# Solution to Exercise 15

15) A map view of a heterogeneous and isotropic field site containing a complex confined aquifer system is presented in the accompanying figure. If a contaminant is released at A and each zone of hydraulic conductivity is isotropic and homogeneous:

15a) Map the flowline from A to the row of houses. Would wells at any of the houses be impacted?

A copy of the base map is made and drawn on below. To determine if any of the houses (1-5) would be impacted by the flow from A, a flow line crossing equipotential lines at right angles (isotropic and homogeneous) is constructed from A to the north boarder of the zone with the lower K. At the point of intersection, a black line bisector is constructed at right angles to the boundary and the angle the flow line makes with the boundary is measured (with a protractor). As the flow will be refracted into the lower K zone the tangent law needs to be applied, Equation 91 of this book. Figure 71 illustrates the application of this principle.

For this problem, the flowline from A makes an angle of 40° with the boundary. With the given hydraulic conductivity values the refraction angle of the flow line is computed.
tan 40° / tan θ2 = 10 m/d / 1 m/d
Re-arranging tan θ2 = tan 40°/(10 m/d / 1 m/d) = 0.084
arctan 0.084 = 4.8° or about 5°
A 5° angle is constructed that represents the flow path though the low K zone.
Where the flow line intersects the southern boundary, a perpendicular bisector is constructed and since the K in the third zone is the same as the first zone, 10 m/d, the flow refracts at an angle of 40°.
Results show that the well at house 2 would be impacted by the contamination that entered the aquifer at A.

15b) Now assume that only the northern portion of the aquifer is anisotropic Kx = 10 m/d and Ky = 1 m/d. Starting at A construct the anisotropic flow path and show which, if any, of the houses (blue rectangles) will be affected by this new flow path. Present your construction and show how you determined the flow path in the northern portion of the aquifer.

This part of the problem asks that if A is located in an anisotropic groundwater system, which house might be impacted by the flow from A. The anisotropy of the area where A is found is Kx =10 m/d and Ky = 1 m/d. The flow line from A can be constructed using the inverse hydraulic conductivity ellipse method illustrated in Figure 69 of this book.

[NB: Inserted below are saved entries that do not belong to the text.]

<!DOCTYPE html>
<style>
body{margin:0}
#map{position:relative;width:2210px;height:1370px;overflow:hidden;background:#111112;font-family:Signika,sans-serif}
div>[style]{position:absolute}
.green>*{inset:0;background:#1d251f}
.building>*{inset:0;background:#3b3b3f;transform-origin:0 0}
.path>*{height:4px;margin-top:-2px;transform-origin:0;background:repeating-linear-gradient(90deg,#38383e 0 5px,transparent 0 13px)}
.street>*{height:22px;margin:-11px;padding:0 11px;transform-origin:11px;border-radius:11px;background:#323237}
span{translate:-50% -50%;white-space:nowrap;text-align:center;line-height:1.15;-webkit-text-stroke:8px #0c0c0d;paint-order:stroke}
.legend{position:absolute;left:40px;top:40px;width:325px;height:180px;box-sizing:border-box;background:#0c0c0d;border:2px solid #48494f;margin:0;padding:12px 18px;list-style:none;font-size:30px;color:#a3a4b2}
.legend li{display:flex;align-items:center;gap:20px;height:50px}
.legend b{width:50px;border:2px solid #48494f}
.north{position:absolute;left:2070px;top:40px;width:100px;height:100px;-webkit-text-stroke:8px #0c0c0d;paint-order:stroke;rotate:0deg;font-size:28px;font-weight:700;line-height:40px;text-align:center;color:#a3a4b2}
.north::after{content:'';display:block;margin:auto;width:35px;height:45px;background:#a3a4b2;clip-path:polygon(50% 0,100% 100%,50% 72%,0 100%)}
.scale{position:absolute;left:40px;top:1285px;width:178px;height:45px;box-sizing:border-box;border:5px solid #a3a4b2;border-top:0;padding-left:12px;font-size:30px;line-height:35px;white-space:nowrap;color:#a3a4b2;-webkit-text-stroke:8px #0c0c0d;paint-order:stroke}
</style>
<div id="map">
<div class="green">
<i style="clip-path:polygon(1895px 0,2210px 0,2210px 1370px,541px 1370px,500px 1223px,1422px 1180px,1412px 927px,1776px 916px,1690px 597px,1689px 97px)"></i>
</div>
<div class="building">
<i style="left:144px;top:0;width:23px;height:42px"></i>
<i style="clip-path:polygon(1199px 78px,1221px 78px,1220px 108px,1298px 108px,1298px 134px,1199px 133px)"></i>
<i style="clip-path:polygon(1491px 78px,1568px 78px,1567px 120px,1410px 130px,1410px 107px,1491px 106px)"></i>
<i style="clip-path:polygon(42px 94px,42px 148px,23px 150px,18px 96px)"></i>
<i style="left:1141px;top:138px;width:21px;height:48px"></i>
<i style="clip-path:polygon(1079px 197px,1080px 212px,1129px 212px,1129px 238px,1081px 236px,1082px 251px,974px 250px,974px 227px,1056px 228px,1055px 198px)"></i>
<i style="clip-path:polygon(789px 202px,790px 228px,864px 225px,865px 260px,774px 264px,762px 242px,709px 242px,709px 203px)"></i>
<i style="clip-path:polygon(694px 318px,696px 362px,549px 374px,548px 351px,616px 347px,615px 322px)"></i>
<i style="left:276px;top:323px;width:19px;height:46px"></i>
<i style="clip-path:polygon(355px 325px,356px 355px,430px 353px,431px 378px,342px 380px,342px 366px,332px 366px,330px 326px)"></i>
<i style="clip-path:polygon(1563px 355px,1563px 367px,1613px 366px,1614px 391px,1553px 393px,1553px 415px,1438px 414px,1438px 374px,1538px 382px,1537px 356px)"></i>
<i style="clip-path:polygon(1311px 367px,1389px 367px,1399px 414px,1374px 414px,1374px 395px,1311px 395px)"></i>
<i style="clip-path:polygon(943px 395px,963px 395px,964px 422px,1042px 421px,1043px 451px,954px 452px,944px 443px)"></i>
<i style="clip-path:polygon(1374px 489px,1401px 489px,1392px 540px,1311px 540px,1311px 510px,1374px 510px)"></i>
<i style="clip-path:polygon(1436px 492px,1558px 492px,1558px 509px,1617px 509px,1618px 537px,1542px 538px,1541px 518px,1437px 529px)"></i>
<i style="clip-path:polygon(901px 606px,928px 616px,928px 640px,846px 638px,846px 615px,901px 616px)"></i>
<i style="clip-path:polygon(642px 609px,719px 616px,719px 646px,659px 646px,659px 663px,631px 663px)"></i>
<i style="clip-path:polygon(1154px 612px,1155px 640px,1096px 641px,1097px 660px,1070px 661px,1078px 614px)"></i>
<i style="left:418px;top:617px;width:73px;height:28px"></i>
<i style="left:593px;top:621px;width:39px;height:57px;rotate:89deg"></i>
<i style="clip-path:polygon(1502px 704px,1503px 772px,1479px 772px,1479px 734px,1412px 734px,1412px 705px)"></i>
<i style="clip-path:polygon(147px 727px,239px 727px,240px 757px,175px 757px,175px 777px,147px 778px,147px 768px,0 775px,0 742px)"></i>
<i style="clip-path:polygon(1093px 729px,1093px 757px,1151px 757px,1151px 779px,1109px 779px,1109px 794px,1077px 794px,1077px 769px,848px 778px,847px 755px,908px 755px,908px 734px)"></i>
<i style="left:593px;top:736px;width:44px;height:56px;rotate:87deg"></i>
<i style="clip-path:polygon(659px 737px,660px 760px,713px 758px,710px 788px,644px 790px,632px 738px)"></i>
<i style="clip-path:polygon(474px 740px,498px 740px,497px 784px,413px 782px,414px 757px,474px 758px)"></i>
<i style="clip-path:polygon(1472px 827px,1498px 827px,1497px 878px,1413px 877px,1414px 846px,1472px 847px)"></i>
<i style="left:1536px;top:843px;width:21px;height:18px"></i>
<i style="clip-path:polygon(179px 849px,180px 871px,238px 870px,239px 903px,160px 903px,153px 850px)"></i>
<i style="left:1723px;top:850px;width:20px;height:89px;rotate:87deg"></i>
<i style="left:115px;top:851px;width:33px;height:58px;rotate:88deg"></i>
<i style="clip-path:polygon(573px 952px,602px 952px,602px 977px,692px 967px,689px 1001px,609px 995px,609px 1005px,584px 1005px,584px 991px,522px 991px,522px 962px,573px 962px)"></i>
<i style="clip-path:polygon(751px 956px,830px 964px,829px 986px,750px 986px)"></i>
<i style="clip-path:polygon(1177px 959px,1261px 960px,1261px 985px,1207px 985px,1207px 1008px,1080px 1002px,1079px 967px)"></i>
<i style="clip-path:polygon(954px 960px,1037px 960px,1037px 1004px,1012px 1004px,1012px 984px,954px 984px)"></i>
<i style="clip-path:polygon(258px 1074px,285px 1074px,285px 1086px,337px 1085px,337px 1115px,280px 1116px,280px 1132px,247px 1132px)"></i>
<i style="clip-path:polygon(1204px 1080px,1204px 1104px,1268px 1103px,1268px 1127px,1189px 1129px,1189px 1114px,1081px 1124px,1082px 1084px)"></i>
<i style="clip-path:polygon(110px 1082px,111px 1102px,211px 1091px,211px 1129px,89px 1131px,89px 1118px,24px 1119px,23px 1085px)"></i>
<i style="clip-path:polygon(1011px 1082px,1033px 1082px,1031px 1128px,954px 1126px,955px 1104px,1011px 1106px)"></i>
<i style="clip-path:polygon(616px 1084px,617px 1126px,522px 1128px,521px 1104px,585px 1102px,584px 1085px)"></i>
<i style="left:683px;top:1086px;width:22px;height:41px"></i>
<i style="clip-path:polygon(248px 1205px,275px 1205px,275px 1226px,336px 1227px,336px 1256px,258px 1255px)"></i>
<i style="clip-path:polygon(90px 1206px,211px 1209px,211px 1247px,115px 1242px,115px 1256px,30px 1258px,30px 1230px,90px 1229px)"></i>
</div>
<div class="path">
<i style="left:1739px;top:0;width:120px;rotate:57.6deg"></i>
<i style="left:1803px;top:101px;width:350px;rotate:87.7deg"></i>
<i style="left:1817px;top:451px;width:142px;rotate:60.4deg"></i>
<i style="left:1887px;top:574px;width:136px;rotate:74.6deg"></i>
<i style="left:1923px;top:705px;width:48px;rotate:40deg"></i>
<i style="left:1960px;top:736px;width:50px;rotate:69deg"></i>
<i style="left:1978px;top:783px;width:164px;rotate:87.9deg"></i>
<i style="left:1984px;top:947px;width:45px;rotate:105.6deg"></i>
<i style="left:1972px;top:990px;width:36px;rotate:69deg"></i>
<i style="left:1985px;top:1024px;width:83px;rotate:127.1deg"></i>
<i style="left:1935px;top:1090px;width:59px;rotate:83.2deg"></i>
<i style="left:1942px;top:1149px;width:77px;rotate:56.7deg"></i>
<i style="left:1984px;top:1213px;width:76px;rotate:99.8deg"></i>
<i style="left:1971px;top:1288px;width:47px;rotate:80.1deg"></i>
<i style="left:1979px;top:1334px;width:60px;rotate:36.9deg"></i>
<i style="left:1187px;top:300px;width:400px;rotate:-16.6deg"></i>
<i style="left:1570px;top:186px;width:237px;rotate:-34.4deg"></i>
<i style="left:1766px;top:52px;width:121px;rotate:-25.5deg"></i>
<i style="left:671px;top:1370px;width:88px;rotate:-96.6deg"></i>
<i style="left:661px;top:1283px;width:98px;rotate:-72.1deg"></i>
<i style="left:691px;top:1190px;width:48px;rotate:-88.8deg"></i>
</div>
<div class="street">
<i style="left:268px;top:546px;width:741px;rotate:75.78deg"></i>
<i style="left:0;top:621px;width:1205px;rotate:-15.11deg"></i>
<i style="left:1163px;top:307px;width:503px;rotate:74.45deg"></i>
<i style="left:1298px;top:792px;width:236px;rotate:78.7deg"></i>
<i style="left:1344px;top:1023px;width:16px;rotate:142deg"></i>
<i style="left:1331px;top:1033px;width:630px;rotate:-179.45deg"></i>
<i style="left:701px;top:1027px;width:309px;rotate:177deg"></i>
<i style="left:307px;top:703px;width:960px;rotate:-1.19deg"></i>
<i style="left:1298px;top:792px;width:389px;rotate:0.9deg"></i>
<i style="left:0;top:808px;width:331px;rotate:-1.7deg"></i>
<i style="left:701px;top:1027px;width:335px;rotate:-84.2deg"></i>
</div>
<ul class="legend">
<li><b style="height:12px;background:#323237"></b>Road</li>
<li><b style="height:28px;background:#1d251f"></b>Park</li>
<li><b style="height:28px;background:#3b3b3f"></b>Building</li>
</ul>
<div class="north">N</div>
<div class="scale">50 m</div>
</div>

An inverse hydraulic conductivity ellipse is created by using a piece graph paper and plotting an ellipse with an x axis of 1/Kx0.5 and y axis equal to 1/Ky0.5. The ellipse size can be any size; however, it is kept at a manageable size for the base map presented with this problem. An example is presented on the solution below. Following the instructions in Figure 69 and keeping the axis parallel to x and y of the base map, the ellipse is placed on location A and a flow line for the anisotropic conditions is plotted (red arrow).

The anisotropy causes the flow to be deflected in the Kx direction. In this problem the flow from A does not reach the houses south of the low K zone.